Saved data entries
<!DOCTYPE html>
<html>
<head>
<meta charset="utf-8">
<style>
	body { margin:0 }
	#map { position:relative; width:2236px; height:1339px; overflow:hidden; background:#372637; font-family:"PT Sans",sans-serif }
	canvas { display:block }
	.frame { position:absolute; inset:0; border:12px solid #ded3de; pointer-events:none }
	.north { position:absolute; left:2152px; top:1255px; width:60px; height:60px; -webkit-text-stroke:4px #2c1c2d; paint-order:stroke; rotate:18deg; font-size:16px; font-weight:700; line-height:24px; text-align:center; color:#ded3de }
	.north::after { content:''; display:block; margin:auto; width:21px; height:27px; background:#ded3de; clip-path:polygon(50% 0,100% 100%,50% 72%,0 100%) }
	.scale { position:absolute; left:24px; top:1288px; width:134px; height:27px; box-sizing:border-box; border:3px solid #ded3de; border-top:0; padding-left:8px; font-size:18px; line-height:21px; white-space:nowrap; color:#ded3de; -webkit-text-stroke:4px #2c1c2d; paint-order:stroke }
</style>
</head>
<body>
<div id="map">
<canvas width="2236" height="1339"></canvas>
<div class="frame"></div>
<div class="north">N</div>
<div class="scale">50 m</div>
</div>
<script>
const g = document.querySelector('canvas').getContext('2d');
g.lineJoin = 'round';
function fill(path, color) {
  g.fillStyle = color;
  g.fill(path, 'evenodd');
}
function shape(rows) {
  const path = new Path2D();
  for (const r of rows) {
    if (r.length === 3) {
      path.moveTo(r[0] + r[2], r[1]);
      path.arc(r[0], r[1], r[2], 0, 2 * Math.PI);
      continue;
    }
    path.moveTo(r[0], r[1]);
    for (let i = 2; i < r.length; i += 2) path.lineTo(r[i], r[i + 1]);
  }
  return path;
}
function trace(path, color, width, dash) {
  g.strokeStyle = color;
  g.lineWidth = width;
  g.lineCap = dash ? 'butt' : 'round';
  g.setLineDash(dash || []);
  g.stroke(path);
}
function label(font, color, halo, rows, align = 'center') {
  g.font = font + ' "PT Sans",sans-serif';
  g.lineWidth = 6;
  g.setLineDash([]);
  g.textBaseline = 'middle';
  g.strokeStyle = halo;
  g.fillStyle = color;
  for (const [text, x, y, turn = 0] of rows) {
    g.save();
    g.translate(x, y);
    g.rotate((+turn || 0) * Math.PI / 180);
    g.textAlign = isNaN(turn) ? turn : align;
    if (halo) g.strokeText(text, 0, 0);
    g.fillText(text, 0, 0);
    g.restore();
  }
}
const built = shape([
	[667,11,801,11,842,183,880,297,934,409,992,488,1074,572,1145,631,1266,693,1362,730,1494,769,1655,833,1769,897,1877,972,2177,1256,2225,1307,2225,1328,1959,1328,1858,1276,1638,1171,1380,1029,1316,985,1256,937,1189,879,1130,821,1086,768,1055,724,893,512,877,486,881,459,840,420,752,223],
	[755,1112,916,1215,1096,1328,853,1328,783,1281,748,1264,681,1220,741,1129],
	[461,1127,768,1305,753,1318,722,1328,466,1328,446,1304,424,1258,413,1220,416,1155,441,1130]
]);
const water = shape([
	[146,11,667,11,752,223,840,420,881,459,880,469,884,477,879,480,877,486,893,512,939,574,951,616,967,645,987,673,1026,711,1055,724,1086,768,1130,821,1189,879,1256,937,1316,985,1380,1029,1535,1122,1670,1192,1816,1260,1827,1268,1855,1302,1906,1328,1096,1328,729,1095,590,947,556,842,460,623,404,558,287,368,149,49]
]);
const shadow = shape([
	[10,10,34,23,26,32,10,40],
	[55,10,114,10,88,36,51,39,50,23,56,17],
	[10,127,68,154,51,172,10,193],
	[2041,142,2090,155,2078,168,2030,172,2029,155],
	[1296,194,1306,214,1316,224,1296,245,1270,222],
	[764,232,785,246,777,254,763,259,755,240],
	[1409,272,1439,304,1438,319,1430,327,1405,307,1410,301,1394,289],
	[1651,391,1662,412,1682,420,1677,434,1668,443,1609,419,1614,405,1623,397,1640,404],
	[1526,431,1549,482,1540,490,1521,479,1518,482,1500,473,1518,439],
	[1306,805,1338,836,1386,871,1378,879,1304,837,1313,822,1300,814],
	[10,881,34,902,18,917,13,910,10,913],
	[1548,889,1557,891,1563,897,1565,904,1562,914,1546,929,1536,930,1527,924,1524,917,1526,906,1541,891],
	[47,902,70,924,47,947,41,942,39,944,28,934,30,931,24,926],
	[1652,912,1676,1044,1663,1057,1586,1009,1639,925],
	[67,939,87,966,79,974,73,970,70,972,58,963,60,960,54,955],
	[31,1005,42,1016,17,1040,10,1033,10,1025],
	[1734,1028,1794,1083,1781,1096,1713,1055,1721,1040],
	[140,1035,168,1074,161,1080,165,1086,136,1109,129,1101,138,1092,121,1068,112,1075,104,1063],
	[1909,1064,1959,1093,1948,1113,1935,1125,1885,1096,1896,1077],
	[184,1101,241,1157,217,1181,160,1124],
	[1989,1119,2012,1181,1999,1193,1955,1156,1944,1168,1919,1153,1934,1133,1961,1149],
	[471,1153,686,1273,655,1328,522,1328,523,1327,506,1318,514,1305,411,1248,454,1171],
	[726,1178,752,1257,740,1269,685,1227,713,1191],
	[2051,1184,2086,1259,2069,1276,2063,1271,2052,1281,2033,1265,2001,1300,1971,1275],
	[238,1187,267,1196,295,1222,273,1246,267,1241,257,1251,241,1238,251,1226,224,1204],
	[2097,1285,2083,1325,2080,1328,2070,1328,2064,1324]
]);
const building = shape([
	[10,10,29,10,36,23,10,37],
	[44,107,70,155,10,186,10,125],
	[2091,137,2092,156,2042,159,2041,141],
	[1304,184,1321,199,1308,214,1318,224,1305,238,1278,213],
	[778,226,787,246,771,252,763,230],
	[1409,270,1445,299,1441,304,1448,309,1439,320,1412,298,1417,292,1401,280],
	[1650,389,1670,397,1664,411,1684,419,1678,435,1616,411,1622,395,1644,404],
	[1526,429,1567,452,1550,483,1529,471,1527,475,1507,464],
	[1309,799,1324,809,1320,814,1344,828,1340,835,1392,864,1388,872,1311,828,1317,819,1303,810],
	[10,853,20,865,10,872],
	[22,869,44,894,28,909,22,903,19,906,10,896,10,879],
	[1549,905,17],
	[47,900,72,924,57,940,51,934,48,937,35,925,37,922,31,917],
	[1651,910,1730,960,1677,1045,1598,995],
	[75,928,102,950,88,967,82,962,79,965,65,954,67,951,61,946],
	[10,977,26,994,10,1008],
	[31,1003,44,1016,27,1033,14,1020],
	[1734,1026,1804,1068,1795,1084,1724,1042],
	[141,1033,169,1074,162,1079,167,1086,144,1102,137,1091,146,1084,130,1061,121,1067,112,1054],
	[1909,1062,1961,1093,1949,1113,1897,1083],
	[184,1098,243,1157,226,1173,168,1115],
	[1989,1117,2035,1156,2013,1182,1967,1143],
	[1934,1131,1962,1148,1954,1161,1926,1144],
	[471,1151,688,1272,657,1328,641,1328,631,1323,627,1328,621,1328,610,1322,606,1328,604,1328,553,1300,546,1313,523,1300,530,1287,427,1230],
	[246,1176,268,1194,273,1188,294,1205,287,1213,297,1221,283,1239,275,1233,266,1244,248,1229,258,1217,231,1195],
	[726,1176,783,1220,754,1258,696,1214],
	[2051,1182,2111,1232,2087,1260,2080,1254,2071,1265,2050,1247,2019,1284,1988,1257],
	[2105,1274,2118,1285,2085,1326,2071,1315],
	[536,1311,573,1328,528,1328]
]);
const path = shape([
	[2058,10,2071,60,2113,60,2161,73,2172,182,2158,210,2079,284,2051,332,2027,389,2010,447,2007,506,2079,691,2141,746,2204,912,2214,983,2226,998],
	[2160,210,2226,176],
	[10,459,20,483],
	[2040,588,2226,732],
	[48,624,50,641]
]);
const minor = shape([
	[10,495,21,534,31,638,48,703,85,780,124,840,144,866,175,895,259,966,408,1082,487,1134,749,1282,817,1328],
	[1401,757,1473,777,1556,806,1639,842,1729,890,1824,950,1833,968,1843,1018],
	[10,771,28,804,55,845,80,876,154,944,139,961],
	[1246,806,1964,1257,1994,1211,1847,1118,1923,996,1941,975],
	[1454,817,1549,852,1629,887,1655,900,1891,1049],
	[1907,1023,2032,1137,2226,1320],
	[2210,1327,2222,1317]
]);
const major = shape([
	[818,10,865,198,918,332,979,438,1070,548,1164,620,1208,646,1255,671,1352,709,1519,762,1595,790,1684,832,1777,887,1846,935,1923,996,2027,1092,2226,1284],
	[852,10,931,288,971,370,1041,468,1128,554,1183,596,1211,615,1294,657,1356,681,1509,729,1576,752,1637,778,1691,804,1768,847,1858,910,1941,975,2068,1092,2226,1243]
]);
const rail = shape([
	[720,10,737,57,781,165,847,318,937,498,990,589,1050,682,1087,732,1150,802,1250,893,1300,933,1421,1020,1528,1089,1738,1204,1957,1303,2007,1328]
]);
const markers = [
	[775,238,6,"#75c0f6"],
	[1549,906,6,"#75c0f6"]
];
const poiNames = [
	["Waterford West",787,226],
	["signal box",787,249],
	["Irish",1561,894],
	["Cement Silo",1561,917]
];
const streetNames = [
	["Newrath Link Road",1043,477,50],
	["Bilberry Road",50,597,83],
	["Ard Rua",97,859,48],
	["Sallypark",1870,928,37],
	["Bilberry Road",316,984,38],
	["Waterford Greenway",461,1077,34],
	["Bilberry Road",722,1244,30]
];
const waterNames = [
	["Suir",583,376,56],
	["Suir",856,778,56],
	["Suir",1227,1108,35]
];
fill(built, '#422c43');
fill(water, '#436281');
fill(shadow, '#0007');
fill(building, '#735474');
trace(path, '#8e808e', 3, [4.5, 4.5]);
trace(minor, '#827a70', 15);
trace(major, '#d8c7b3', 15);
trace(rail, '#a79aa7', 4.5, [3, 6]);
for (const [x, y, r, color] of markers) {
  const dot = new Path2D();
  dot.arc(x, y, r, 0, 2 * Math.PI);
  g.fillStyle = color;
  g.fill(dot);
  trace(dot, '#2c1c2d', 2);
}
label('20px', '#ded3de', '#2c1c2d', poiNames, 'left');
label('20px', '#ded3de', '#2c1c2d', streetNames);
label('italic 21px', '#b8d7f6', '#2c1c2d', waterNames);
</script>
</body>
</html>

▸ ACTIVITY:
Wherever the string "Math" appears in the records above, copy the line it sits in.

▸ SOLUTION TO THE EXERCISE:
      path.arc(r[0], r[1], r[2], 0, 2 * Math.PI);
    g.rotate((+turn || 0) * Math.PI / 180);
  dot.arc(x, y, r, 0, 2 * Math.PI);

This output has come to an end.